Binary Structured Data Format

The Binary Structured Data Format (BSDF) is an open specification for serializing (scientific) data, for the purpose of storage and (inter process) communication.

It's designed to be a simple format, making it easy to implement in many programming languages. However, the format allows implementations to support powerful mechanics such as lazy loading of binary data, and streamed reading/writing.

BSDF is a binary format; by giving up on human readability, BSDF can be simple, compact and fast. See the full specification, or how it compares to other formats.

The source code is at Gitlab.

Data types and extensions

BSDF supports 8 base types: null, booleans, integers, floats, strings/text, (heterogenous) lists, mappings (i.e. dictionaries), and binary blobs. Integers and floats represent 64 bit numbers, but can be encoded using less bytes. Binary blobs can optionally be compressed (zlib or bz2), can have checksums, and can be resized.

Via an efficient extension mechanism, other data types (including custom ones), can be serialized. The standard extensions work out of the box, supporting e.g. nd-arrays and complex numbers.

Status

The format is complete, except for a few details such us how to deal with blob checksums. All implementations comply with the format and are well-tested. We could do with implementatations in additional languages though!

Implementations

Implementations currently exist for multiple languages. Each implementation is continuously tested to ensure compatibility.

We'd like implementations for other languages (such as R and Julia). BSDF is designed to be easy to implement; perhaps you want to contribute?

We aim for the implementations to have similar API's: a class whose instances hold extensions and options, and has encode(), decode(), save(),load(), and add_extension() methods. Optionally, an implementation can provide convenience functions.

There is also a command line interface that can be used to e.g. create and view BSDF files.

Installation

See the specific implementations for detailed installation instructions.
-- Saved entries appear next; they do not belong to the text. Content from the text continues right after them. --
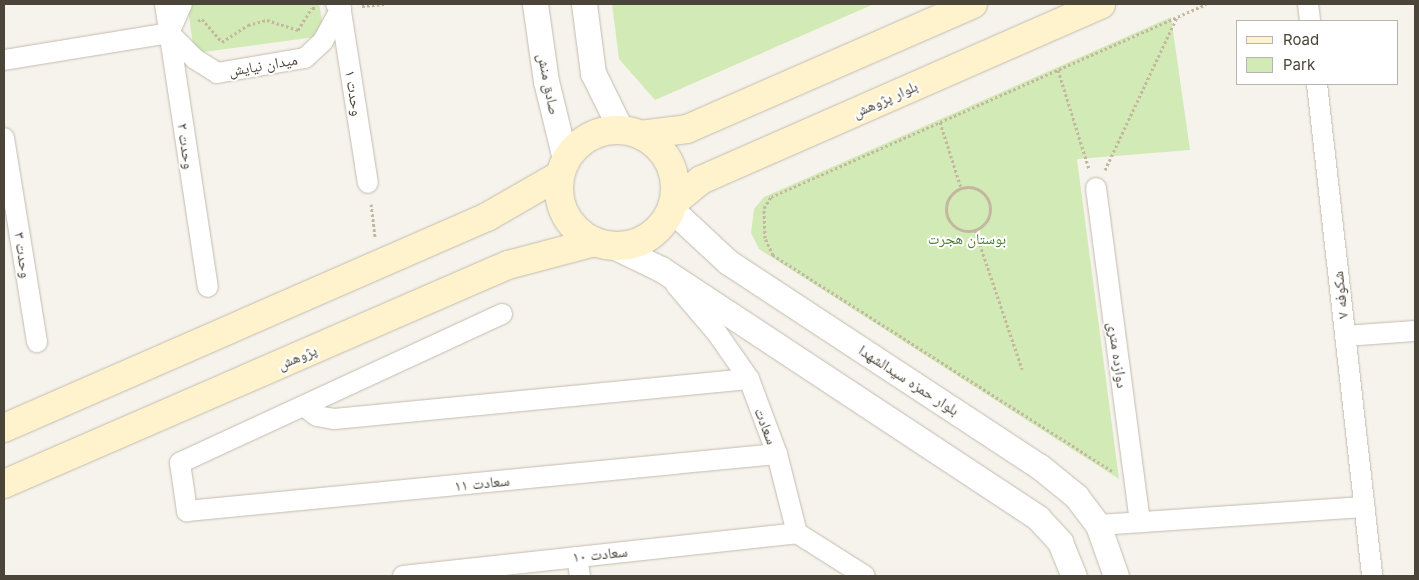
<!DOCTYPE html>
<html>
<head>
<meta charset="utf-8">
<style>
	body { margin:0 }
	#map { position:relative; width:1419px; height:580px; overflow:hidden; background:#f6f3ec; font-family:Inter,"Noto Naskh Arabic",sans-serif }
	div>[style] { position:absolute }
	.green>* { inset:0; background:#d2eab5 }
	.path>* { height:3px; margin-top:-1.5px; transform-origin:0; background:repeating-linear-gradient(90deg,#c4b79f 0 2.5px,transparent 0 5px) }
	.path>.ring { margin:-1.5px; padding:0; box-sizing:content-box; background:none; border:3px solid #c4b79f; border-radius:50% }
	.roads { filter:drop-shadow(0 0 1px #c2bbae) drop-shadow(0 0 1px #c2bbae) }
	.minor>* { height:20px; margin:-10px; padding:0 10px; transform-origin:10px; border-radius:10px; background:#fff }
	.tertiary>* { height:25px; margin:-12.5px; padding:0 12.5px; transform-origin:12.5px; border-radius:12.5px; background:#fff }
	.secondary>* { height:28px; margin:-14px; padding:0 14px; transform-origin:14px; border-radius:14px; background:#fff3cd }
	.secondary>.ring { margin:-14px; padding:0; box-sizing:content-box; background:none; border:28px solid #fff3cd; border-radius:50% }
	span { translate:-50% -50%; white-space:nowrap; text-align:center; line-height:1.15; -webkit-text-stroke:4px #fff; paint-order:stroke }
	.street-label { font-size:15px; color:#4b4439 }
	.park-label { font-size:15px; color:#4a7f2a }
	.frame { position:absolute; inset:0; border:5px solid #4b4439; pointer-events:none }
	.legend { position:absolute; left:1236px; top:20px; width:162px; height:65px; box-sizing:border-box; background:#fff; border:1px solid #b7b4b0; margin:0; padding:6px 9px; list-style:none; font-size:15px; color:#4b4439 }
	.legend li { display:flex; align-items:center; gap:10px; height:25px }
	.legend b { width:25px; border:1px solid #b7b4b0 }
</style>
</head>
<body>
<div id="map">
	<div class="green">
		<div style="clip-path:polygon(192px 4px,319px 4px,323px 26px,315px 37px,203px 52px,193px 45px,188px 9px)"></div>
		<div style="clip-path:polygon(612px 4px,874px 4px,655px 100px,619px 59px)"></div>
		<div style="clip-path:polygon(1171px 17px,1190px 150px,1077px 159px,1119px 479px,759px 249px,751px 233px,754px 209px,764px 197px)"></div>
	</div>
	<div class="path">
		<div style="left:362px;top:6px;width:22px;rotate:-5deg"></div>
		<div style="left:198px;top:21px;width:4px;rotate:-27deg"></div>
		<div style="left:202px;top:19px;width:30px;rotate:49deg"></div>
		<div style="left:222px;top:42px;width:31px;rotate:-33deg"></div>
		<div style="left:248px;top:25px;width:20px;rotate:-15deg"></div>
		<div style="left:267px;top:20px;width:33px;rotate:18deg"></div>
		<div style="left:298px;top:30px;width:26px;rotate:-58deg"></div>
		<div style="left:312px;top:8px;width:4px"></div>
		<div style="left:1058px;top:70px;width:104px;rotate:72.6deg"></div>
		<div style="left:940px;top:122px;width:69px;rotate:72.3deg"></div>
		<div style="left:1105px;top:170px;width:169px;rotate:-64.8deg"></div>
		<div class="ring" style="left:946px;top:187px;width:41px;height:41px"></div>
		<div style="left:371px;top:204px;width:33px;rotate:83deg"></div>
		<div style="left:975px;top:230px;width:147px;rotate:71.3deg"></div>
		<div style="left:1112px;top:471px;width:402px;rotate:-147.5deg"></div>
		<div style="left:773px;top:255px;width:19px;rotate:-115deg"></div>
		<div style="left:765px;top:238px;width:30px;rotate:-92deg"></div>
		<div style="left:764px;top:208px;width:13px;rotate:-58deg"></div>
		<div style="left:771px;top:197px;width:476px;rotate:-23.9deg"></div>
	</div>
	<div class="roads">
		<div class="minor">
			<div style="left:165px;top:4px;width:286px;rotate:81.4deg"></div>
			<div style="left:1308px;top:4px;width:17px;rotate:83deg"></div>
			<div style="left:340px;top:5px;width:180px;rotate:81.1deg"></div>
			<div style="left:169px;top:33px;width:37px;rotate:45deg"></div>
			<div style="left:195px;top:59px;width:26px;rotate:32deg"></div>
			<div style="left:217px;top:73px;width:89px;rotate:-9.7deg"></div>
			<div style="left:305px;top:58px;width:25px;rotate:-43deg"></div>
			<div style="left:323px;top:41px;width:37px;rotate:-61deg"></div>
			<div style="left:341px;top:9px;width:7px;rotate:-135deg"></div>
			<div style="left:169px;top:33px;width:32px;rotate:-66deg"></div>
			<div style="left:4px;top:60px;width:167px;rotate:-9.3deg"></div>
			<div style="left:1317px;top:84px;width:495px;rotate:83.6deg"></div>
			<div style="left:4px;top:138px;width:207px;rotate:80.8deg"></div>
			<div style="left:1096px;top:188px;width:337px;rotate:82.5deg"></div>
			<div style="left:676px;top:285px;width:63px;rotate:49.5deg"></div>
			<div style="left:717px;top:333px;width:56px;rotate:55.2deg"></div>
			<div style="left:749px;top:379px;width:80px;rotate:69.5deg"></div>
			<div style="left:777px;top:454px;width:81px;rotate:75.8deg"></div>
			<div style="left:797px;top:533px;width:80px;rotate:32.3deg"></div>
			<div style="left:502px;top:314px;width:355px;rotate:155.2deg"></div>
			<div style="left:180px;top:463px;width:49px;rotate:81.7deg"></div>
			<div style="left:187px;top:511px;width:593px;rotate:-5.52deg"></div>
			<div style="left:1345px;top:336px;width:70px;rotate:-4.1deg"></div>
			<div style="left:304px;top:406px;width:16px;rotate:38deg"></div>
			<div style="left:317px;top:416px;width:17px;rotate:10deg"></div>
			<div style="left:334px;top:419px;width:417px;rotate:-5.5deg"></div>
			<div style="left:1098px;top:525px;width:267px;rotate:-3.9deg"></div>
			<div style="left:577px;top:557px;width:19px;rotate:81deg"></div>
			<div style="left:403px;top:576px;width:396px;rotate:-6.2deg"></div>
		</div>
		<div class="tertiary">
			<div style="left:535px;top:4px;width:78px;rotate:81.9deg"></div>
			<div style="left:546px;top:81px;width:84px;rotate:76.3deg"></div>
			<div style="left:584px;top:4px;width:70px;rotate:82.6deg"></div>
			<div style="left:593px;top:73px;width:64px;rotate:63.8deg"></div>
			<div style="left:671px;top:209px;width:78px;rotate:42.9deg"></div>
			<div style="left:728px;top:262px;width:372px;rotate:33.3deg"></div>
			<div style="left:1039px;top:466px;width:48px;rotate:39deg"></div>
			<div style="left:1076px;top:496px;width:36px;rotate:53deg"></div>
			<div style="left:1098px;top:525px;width:54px;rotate:70.6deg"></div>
			<div style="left:615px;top:247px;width:51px;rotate:25.6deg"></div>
			<div style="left:661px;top:269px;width:452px;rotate:33.4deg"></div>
			<div style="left:1038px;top:518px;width:33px;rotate:47deg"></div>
			<div style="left:1060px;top:542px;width:37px;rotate:68deg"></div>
		</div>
		<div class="secondary">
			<div class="ring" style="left:559px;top:130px;width:88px;height:88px"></div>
			<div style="left:640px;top:135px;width:47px;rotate:-7.3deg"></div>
			<div style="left:687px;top:129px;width:312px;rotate:-23.6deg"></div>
			<div style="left:674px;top:202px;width:35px;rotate:-39deg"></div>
			<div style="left:701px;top:180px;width:437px;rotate:-23.7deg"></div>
			<div style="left:4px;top:428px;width:527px;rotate:-23.6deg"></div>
			<div style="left:487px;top:217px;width:84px;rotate:-29.9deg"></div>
			<div style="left:4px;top:484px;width:550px;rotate:-23.49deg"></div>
			<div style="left:508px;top:265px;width:90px;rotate:-14.8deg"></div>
		</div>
	</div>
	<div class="street-label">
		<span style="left:263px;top:65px;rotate:-10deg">میدان نیایش</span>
		<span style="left:549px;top:84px;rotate:79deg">صادق منش</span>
		<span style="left:354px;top:93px;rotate:81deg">وحدت ۱</span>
		<span style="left:885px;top:99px;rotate:-24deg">بلوار پژوهش</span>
		<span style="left:186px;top:146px;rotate:81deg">وحدت ۲</span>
		<span style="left:23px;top:255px;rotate:81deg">وحدت ۳</span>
		<span style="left:1340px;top:295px;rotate:-96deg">شکوفه ۷</span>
		<span style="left:1118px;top:355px;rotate:82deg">دوازده متری</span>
		<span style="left:297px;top:357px;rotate:-23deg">پژوهش</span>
		<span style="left:909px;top:380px;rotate:33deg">بلوار حمزه سیدالشهدا</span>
		<span style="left:766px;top:426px;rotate:69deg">سعادت</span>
		<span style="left:482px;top:483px;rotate:-6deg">سعادت ۱۱</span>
		<span style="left:600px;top:554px;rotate:-6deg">سعادت ۱۰</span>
	</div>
	<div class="park-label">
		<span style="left:967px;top:239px">بوستان هجرت</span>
	</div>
	<div class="frame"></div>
	<ul class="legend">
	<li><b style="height:6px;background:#fff3cd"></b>Road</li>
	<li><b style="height:14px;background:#d2eab5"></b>Park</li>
	</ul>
</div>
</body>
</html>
Most implementations consist of a single file.

Examples

In Python:

>>> import bsdf
>>> b = bsdf.encode(['just some objects', {'foo': True, 'bar': None}, 42.001])
>>> b
b'BSDF\x02\x00l\x03s\x11just some objectsm\x02\x03fooy\x03barvd\xe3\xa5\x9b\xc4 \x00E@'
>>> len(b)
48
>>> bsdf.decode(b)
['just some objects', {'foo': True, 'bar': None}, 42.001]

See more Python examples, see the Python example notebook.

In JavaScript:

> bsdf = require('bsdf.js')
{ encode: [Function: bsdf_encode],
  decode: [Function: bsdf_decode],
  BsdfSerializer: [Function: BsdfSerializer],
  standard_extensions: ...}
> b = bsdf.encode(['just some objects', {foo: true, bar: null}, 42.001])
ArrayBuffer { byteLength: 48 }
> bsdf.decode(b)
[ 'just some objects', { foo: true, bar: null }, 42.001 ]

In Matlab / Octave:

>> bsdf = Bsdf()
>> b = bsdf.encode({'just some objects', struct('foo', true, 'bar', []), 42.001});
>> size(b)
ans =
   48    1
>> bsdf.decode(b)
ans =
{
  [1,1] = just some objects
  [1,2] =

    scalar structure containing the fields:

      foo = 1
      bar = [](0x0)

  [1,3] =  42.001
}

It is worth noting that although different languages may represent data types in slightly different ways, the underlying bytes in BSDF are the same. This makes BSDF suited for inter-language communication.

License

In principal, all implementations in the BSDF repository use the 2-clause BSD license (see LICENSE for details), unless otherwise specified. All code is liberally licensed (BSD- or MIT-like).